ARE drivers in some parts of the country better than others? I can drive in the West Midlands and not witness a road accident for years on end. But almost every time I venture into Northamptonshire there's a car or two in the ditch or on its roof, festooned with "Police Aware" tape. Another two seen near Corby on Monday. Very odd.

IN his tribute at Gordon Banks's funeral this week, Sir Geoff Hurst recalled how the legendary England goalie always had a new joke to tell. Those were the days. Telling jokes was a great working-class tradition, like whistling and getting the coal in. And then, somehow, it faded away. Stand-up comedy, once dominated by the Tarbucks, Monkhouses and Mannings, was taken over by posh kids who learned their trade not at the Wheeltappers and Shunters social club but at the Edinburgh Festival Fringe.
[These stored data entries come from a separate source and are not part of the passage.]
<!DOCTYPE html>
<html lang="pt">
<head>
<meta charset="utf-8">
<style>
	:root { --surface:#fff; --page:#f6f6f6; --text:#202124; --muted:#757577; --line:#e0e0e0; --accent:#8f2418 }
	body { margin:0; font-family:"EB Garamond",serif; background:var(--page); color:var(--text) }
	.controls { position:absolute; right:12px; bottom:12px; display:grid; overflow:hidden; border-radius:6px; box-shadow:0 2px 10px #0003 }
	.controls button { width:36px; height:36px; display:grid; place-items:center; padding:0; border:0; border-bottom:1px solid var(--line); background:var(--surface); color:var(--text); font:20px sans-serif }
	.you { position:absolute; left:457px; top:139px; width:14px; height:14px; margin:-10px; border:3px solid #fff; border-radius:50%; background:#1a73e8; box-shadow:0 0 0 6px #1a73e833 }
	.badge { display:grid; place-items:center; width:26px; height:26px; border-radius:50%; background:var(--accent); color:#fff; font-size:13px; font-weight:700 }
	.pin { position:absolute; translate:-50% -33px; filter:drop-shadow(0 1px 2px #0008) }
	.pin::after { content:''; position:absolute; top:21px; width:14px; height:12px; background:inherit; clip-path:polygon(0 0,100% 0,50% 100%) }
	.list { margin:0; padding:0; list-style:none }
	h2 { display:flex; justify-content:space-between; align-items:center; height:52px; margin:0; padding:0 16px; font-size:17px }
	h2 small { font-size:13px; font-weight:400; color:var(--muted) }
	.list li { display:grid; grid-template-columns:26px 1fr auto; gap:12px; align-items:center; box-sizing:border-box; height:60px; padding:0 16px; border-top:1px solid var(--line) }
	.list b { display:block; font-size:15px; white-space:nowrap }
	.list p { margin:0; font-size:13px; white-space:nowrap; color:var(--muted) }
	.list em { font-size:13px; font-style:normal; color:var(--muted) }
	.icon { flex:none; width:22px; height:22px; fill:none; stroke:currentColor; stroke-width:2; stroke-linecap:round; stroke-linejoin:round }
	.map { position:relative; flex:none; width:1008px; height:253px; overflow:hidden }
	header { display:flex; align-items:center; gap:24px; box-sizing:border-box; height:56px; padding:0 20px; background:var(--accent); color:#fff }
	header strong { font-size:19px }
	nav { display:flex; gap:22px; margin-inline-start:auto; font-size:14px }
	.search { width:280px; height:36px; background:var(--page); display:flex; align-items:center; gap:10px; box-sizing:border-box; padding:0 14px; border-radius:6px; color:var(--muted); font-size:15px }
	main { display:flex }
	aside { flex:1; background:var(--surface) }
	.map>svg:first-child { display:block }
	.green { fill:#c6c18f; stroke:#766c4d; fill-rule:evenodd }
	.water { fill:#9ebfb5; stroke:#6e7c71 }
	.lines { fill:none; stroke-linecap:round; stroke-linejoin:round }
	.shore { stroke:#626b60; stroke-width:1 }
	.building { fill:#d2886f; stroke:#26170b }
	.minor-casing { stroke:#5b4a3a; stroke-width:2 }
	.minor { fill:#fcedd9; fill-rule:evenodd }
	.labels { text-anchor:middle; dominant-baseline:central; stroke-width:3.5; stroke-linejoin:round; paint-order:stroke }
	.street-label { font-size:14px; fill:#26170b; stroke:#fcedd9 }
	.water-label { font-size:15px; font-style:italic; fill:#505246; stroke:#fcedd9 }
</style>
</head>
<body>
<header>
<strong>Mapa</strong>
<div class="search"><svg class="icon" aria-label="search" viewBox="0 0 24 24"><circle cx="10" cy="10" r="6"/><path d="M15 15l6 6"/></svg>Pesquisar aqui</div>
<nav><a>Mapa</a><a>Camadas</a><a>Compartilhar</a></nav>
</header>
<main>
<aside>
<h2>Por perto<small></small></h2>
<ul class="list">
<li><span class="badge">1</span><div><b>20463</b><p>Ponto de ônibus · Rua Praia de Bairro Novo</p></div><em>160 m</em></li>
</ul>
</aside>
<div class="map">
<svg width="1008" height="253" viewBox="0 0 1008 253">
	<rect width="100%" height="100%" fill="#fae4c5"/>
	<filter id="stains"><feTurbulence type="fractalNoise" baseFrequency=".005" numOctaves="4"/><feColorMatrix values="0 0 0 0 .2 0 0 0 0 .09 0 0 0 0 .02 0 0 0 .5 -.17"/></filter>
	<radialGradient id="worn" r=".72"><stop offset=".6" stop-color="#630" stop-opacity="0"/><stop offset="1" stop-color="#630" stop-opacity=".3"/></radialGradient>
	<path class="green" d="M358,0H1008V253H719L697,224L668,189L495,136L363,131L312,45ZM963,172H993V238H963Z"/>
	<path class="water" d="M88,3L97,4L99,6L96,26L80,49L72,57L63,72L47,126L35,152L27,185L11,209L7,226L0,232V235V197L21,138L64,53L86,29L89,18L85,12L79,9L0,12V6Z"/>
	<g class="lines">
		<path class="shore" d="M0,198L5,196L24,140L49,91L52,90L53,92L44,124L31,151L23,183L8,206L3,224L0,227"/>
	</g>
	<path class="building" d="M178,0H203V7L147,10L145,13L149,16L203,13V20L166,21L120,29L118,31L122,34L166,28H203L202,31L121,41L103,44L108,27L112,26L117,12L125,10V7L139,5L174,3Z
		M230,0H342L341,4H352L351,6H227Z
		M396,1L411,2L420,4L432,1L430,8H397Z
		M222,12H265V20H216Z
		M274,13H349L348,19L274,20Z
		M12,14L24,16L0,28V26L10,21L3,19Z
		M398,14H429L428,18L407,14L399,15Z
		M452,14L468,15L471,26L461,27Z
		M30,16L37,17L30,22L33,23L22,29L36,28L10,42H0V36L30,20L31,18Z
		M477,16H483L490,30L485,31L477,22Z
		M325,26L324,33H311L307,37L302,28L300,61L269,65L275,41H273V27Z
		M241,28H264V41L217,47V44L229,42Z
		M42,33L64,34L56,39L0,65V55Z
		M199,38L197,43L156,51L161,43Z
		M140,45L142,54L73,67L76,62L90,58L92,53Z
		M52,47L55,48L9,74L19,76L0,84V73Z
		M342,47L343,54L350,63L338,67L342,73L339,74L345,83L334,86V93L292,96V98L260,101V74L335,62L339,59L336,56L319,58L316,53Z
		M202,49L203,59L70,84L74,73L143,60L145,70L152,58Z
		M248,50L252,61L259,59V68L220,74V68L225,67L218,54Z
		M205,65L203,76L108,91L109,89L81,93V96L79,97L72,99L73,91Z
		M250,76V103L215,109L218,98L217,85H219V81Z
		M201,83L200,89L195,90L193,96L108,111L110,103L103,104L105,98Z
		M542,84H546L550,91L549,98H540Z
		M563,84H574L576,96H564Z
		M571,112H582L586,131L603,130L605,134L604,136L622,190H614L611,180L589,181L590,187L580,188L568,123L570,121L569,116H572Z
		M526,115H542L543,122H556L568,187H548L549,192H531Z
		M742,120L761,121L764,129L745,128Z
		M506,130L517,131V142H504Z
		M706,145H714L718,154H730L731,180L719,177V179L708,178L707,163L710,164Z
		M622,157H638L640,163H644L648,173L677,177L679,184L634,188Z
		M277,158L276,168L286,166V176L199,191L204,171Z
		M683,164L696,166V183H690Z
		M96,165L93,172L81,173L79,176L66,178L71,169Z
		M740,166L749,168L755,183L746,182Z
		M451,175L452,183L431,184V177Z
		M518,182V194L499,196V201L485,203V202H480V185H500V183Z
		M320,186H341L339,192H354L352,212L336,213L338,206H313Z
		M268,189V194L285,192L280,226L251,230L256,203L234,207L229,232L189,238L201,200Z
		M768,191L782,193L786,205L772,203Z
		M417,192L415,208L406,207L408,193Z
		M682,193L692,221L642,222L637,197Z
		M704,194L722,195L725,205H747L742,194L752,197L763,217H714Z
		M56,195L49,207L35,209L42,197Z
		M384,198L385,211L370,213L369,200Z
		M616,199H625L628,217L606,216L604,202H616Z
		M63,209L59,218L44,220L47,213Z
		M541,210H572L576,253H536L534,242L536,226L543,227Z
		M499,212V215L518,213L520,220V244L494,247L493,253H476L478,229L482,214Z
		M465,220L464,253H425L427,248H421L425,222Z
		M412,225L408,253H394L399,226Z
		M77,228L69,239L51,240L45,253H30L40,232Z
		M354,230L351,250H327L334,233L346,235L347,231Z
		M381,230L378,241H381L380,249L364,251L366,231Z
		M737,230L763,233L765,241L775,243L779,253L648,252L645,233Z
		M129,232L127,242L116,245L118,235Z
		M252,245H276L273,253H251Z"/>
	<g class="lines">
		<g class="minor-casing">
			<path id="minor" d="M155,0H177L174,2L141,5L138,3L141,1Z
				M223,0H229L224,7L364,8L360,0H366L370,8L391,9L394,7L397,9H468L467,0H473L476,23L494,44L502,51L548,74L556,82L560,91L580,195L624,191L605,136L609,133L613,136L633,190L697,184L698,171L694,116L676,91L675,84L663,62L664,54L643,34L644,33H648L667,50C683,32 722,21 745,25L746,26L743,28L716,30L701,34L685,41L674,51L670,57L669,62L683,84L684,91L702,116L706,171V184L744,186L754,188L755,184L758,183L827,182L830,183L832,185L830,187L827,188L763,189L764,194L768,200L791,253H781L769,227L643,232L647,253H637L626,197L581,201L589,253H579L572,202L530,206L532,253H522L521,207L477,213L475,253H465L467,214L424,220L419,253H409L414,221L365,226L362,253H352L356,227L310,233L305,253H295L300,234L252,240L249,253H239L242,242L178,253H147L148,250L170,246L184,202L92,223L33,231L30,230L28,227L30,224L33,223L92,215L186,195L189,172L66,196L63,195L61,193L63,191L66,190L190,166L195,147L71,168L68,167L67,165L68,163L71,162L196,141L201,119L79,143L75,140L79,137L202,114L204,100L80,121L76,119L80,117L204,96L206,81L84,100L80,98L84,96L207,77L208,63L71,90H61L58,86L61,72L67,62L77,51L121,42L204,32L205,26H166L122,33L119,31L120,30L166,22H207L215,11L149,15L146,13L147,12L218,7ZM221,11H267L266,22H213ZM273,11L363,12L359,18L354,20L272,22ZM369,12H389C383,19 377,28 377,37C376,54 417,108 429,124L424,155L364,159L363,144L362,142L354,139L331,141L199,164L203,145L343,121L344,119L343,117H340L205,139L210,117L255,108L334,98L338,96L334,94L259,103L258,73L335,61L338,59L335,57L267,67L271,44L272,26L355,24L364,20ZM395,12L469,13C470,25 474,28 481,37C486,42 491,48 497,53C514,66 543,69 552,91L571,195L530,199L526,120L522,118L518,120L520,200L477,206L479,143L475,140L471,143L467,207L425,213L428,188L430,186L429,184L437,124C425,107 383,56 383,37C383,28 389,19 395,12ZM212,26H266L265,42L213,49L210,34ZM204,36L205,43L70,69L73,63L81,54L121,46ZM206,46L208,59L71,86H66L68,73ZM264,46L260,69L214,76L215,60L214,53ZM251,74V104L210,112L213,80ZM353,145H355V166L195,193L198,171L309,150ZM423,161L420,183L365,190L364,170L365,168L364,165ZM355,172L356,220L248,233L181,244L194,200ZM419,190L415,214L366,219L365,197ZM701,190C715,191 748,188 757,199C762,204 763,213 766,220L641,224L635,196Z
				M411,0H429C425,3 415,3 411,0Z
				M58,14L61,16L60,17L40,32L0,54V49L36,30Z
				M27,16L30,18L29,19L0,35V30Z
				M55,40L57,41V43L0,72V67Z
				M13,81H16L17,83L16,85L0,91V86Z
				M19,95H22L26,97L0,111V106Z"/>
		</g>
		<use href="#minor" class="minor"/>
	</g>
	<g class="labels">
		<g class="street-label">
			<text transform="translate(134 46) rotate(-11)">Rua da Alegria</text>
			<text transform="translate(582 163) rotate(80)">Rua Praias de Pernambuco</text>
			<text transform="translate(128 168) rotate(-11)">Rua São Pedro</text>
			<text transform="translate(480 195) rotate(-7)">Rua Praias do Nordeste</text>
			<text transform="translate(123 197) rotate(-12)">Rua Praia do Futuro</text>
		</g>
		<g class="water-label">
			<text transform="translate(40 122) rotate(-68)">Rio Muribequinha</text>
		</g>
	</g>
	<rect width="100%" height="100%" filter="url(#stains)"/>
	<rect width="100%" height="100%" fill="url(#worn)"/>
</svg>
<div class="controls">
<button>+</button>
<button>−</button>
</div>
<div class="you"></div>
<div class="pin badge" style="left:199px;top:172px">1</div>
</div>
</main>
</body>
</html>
Working blokes, cut off from their comedy heroes and deprived of material, simply stopped telling gags. And whistling. And getting the coal in.

INCIDENTALLY, which team did the England side including Geoff Hurst and Gordon Banks beat to win the 1966 World Cup? I bet most Brits would instantly answer "Germany." In fact,, it was West Germany. How many under-40s are even aware that such a country ever existed, or why?

AS a general rule, when somebody says: "Nothing personal . . ." they are about to say something deeply personal. Take David Lammy MP who denounced Stacey Dooley posing with an African child for Comic Relief. "The world does not need any more white saviours," sneered the MP. Dooley responded: "David, is the issue with me being white?" At this, Lammy crumpled like a paper bag and posted: "This isn't personal and I don't question your good motives." Funny, because it sounded exactly like a personal, sneering, holier-than-thou attack on the TV star from a politician who ought to know better. Nothing personal, Dave.

AND yet, for all his hot-headed rudeness, Lammy went on to make a good point that Africa is no longer the hell-hole of poverty and starvation, so beloved of the "poverty porn" charity industry. The portrayal of Africans as helpless half-wits, unable even to dig a well or treat donkeys properly until the white man's charity rides to the rescue, is offensive, outdated and probably counter-productive. In reality, great things are happening on the continent and the way forward is fair trading, not handouts. For the second time in half-a-century, a wind of change is blowing across Africa. We'll find out on Red Nose Day next week whether Comic Relief has sensed it.

UNTIL four hours before Storm Freya ripped into us on Sunday night, the BBC Weather website was cheerfully forecasting "a fresh breeze" for my part of the Midlands. Some breeze.

PS. Since writing the item about the demise of jokes, a reader has threatened to cut off the bottom of my trouser leg and put it in a library. That's a turn-up for the books.